Keeping service in-house has a twofold benefit: it's cheaper and faster. Employing technicians costs less than bringing in outside engineers for minor repairs. Plus, they get to the equipment sooner. It takes about five minutes for a hospital technician to answer a service call, for instance, while the department has to wait about an hour for a Philips engineer, Raja said.
But the contract's needed to protect the hospital in the event of a catastrophic failure or damage to the million-dollar equipment's expensive components, some of which cost nearly as much as a big city studio apartment. CT glassware, for instance, which Raja's hospital has covered under contract, could cost upwards of $150,000 to replace.

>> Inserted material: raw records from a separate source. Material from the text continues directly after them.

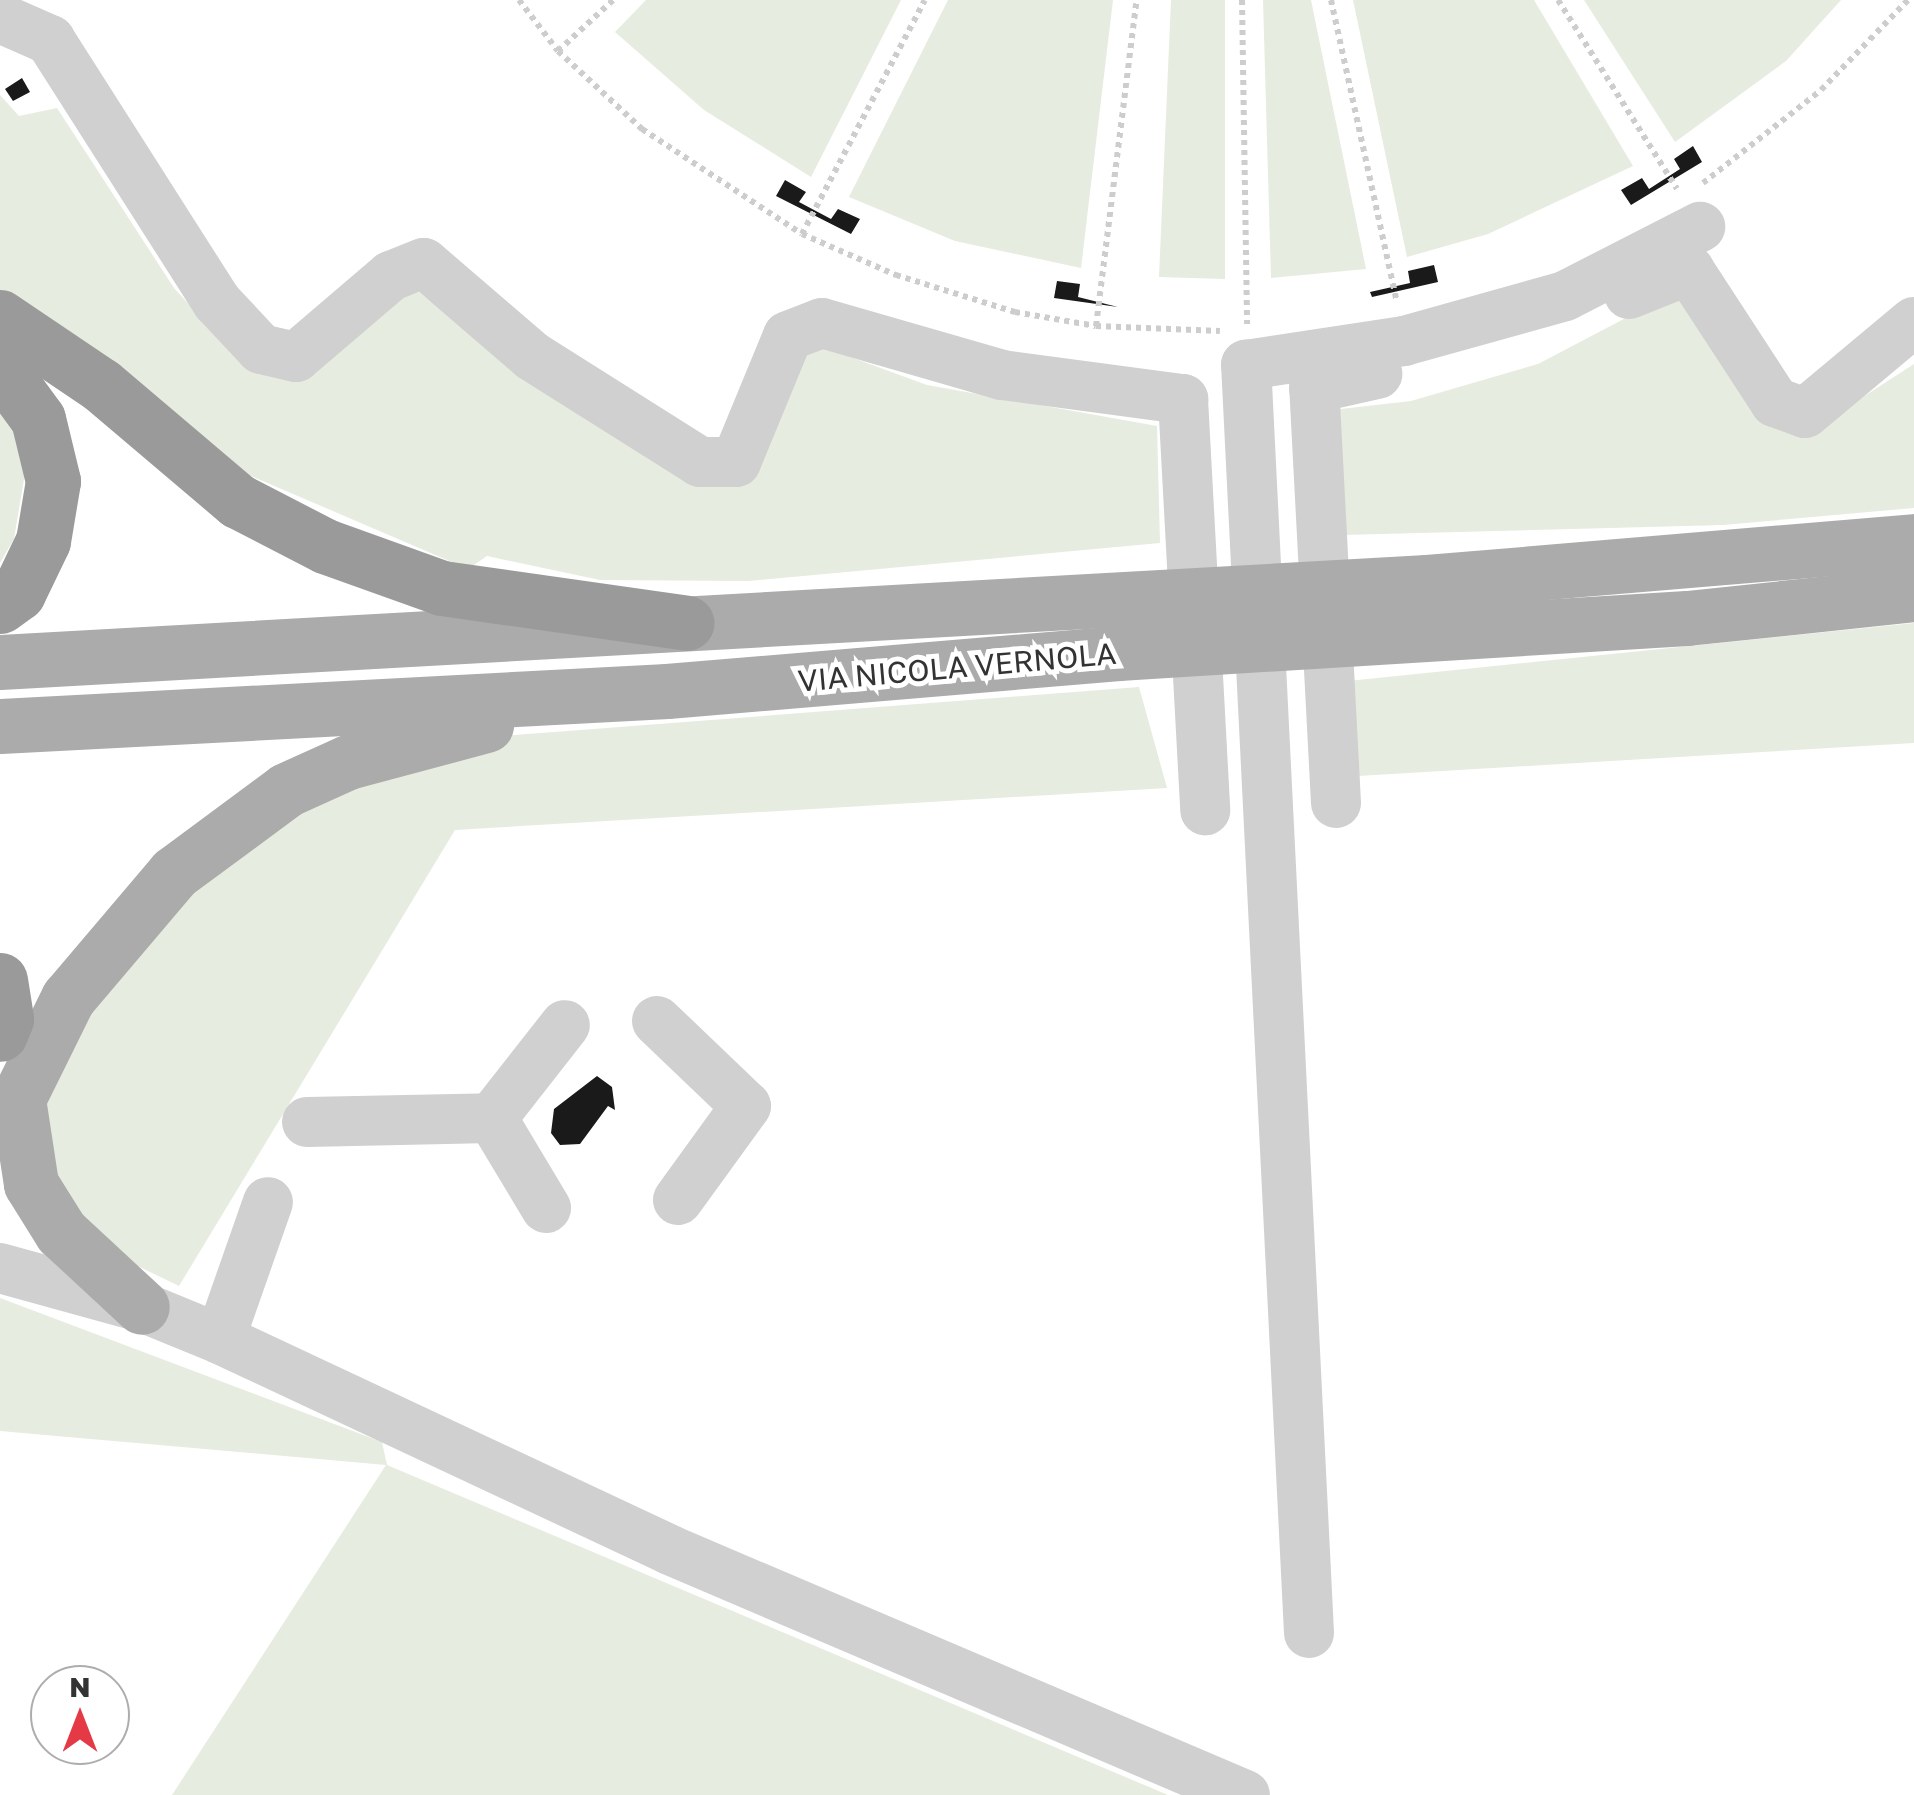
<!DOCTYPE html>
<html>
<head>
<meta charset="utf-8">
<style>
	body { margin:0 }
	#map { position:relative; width:1914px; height:1795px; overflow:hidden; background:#fff; font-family:"Golos Text",sans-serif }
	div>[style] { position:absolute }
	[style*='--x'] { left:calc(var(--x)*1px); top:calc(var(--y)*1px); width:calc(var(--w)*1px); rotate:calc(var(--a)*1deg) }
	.green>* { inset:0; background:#e6ecdf }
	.building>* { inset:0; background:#1a1a1a }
	.path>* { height:6px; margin-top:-3px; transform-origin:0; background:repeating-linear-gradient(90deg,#cdcdcd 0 5px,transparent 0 10px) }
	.minor>* { height:50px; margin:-25px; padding:0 25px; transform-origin:25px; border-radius:25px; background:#d0d0d0 }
	.major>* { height:55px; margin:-27.5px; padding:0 27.5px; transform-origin:27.5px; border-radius:27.5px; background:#ababab }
	.highway>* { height:55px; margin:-27.5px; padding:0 27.5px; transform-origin:27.5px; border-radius:27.5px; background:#9a9a9a }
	span { translate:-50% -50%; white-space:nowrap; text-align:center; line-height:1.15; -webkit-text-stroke:10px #fff; paint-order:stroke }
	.street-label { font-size:30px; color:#333 }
	.north { position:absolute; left:30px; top:1665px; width:100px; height:100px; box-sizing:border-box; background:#fff; border:2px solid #adadad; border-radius:50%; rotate:0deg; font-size:28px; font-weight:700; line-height:40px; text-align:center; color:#333 }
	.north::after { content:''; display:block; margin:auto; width:35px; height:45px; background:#e63946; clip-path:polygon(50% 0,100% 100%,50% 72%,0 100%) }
</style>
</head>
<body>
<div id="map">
	<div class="green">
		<i style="clip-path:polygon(646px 0,901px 0,811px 177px,704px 110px,615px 32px)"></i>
		<i style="clip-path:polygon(948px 0,1113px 0,1081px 268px,955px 241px,849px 197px)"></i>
		<i style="clip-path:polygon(1171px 0,1225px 0,1225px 279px,1159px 277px)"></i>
		<i style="clip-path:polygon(1263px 0,1311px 0,1366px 269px,1271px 278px)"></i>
		<i style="clip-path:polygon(1353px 0,1534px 0,1633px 166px,1488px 234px,1407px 257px)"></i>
		<i style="clip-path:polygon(1584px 0,1841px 0,1786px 61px,1675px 142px)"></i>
		<i style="clip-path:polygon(0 95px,19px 116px,57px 108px,174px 288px,227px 346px,257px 368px,411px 286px,537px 385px,684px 473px,784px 383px,815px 344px,927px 385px,1157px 426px,1160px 543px,749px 581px,600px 580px,487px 556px,468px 569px,235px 469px,0 304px)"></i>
		<i style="clip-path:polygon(1683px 288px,1767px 423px,1801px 437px,1914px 364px,1914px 508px,1723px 525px,1342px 535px,1332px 410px,1411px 401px,1538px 364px)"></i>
		<i style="clip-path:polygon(0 386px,29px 449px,14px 539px,0 563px)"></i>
		<i style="clip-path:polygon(1914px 623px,1914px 743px,1358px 776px,1348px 681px)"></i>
		<i style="clip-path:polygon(1139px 687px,1167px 788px,455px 830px,179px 1286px,115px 1255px,68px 1212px,41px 1124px,48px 1083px,128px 938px,324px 788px,490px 737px)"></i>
		<i style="clip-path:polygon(0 1298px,382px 1442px,387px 1465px,1168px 1795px,172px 1795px,386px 1465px,0 1431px)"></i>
	</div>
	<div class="building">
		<i style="clip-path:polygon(22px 78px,30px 92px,13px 101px,5px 89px)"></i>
		<i style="clip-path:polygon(1693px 146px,1702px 162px,1631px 205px,1621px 190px,1642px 178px,1649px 189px,1680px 169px,1674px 159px)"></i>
		<i style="clip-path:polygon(785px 180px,806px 192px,799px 202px,831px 219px,838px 209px,860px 219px,851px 234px,776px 196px)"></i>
		<i style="clip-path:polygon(1434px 265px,1438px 282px,1372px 297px,1370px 292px,1410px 283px,1408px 271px)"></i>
		<i style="clip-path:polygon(1057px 281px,1080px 284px,1078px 297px,1118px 307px,1054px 298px)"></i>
		<i style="clip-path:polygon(597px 1076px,612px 1087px,615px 1110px,608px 1106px,580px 1144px,560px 1145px,551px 1133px,554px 1109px)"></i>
	</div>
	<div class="path">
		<i style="--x:519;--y:0;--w:64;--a:52.6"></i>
		<i style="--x:558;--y:51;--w:115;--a:42.9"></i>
		<i style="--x:642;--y:129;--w:191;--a:33.3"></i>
		<i style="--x:802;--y:234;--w:103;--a:23.6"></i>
		<i style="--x:896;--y:275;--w:125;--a:17.3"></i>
		<i style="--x:1015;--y:312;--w:82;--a:9.8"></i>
		<i style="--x:1096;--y:326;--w:124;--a:2.3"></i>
		<i style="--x:1242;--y:0;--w:324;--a:89.1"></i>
		<i style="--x:1331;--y:0;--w:309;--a:77.7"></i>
		<i style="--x:1558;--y:0;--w:223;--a:57.8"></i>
		<i style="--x:558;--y:51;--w:75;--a:-42.8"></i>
		<i style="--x:1703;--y:183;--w:150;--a:-38.2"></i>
		<i style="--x:1821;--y:90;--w:125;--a:-46"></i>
		<i style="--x:802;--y:234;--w:264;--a:-62.3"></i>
		<i style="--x:1096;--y:326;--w:325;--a:-82.9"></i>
	</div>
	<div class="minor">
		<i style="--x:0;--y:18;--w:55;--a:23.7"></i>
		<i style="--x:50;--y:40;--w:311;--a:57.5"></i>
		<i style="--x:217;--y:302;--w:64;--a:46.9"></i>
		<i style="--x:261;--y:349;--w:36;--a:13"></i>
		<i style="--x:296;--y:357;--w:125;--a:-40.5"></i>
		<i style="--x:391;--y:276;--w:35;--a:-22"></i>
		<i style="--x:424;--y:263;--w:143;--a:40.7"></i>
		<i style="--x:532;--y:356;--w:199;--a:32.2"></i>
		<i style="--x:700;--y:462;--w:36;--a:0"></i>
		<i style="--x:736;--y:462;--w:136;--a:-67.6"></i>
		<i style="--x:788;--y:336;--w:36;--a:-21"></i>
		<i style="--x:822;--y:323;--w:187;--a:16.1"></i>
		<i style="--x:1002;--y:375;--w:183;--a:7.6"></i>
		<i style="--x:1183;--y:399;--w:412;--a:86.9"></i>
		<i style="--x:1629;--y:294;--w:65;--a:-21.8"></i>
		<i style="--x:1689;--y:270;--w:158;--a:56.9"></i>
		<i style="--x:1775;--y:402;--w:32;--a:20"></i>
		<i style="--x:1805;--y:413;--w:142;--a:-39.9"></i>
		<i style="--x:1336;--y:803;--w:416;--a:-93"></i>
		<i style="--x:1314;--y:388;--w:65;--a:-12.5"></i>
		<i style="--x:657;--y:1021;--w:123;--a:43.7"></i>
		<i style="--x:746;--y:1106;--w:116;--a:125.9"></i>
		<i style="--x:492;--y:1118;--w:105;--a:59"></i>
		<i style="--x:307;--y:1122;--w:185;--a:-1.2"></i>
		<i style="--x:492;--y:1118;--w:118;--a:-51.9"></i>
		<i style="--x:0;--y:1268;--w:147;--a:15.4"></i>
		<i style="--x:142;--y:1307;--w:84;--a:22.3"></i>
		<i style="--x:220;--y:1339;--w:497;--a:25.1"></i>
		<i style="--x:670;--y:1550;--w:625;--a:23.08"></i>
		<i style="--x:220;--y:1339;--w:145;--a:-70.7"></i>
		<i style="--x:1309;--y:1633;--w:1270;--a:-92.84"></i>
		<i style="--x:1246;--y:365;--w:160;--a:-8.6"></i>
		<i style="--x:1404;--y:341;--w:167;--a:-15.6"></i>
		<i style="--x:1565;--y:296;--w:152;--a:-27.1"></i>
	</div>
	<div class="major">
		<i style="--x:0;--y:662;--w:1429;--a:-3.21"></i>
		<i style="--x:1427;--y:582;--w:489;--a:-4.8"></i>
		<i style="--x:0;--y:726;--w:668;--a:-3"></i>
		<i style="--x:667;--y:691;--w:453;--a:-4.8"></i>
		<i style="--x:1118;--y:653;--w:570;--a:-3.52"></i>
		<i style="--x:1687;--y:618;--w:228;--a:-6"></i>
		<i style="--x:18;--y:1099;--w:86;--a:81.3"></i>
		<i style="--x:31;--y:1184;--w:57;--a:58"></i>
		<i style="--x:61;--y:1232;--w:110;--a:42.8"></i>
		<i style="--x:0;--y:1122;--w:29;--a:-52"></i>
		<i style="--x:18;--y:1099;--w:113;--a:-63.7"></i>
		<i style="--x:68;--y:998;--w:164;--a:-49.7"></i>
		<i style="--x:174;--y:873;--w:139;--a:-36.5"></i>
		<i style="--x:286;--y:790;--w:68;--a:-24.3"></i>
		<i style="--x:348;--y:762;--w:143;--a:-15"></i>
	</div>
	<div class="highway">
		<i style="--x:0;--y:317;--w:122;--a:34"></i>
		<i style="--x:101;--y:385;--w:180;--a:40.3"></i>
		<i style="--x:238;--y:501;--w:98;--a:27.3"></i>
		<i style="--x:325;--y:546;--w:124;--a:19.7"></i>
		<i style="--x:442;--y:588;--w:247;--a:8.1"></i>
		<i style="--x:0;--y:367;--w:64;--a:53.8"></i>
		<i style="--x:38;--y:419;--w:64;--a:76.4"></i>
		<i style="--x:53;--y:481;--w:61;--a:99.5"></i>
		<i style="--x:43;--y:541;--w:58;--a:115.7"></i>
		<i style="--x:18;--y:593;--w:22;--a:144"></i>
		<i style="--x:0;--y:980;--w:39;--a:81"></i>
		<i style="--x:6;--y:1019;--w:16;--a:112"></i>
	</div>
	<div class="street-label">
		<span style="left:957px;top:667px;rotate:-5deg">VIA NICOLA VERNOLA</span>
	</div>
	<div class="north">N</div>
</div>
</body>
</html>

"It's like insurance," he said. "Even if something goes south, we have that protection."
Service changes
For their new contracts under RightFit, Raja said the CT coverage largely mirrors what they had before. MRI underwent the biggest change, he said, as they removed chillers from the service contract, and are now managing them in-house. Raja calculates the hospital saves about $20,000 to $25,000 a year by going off-contract for chillers.
"Overall, I’m very happy with where our budget is," he said.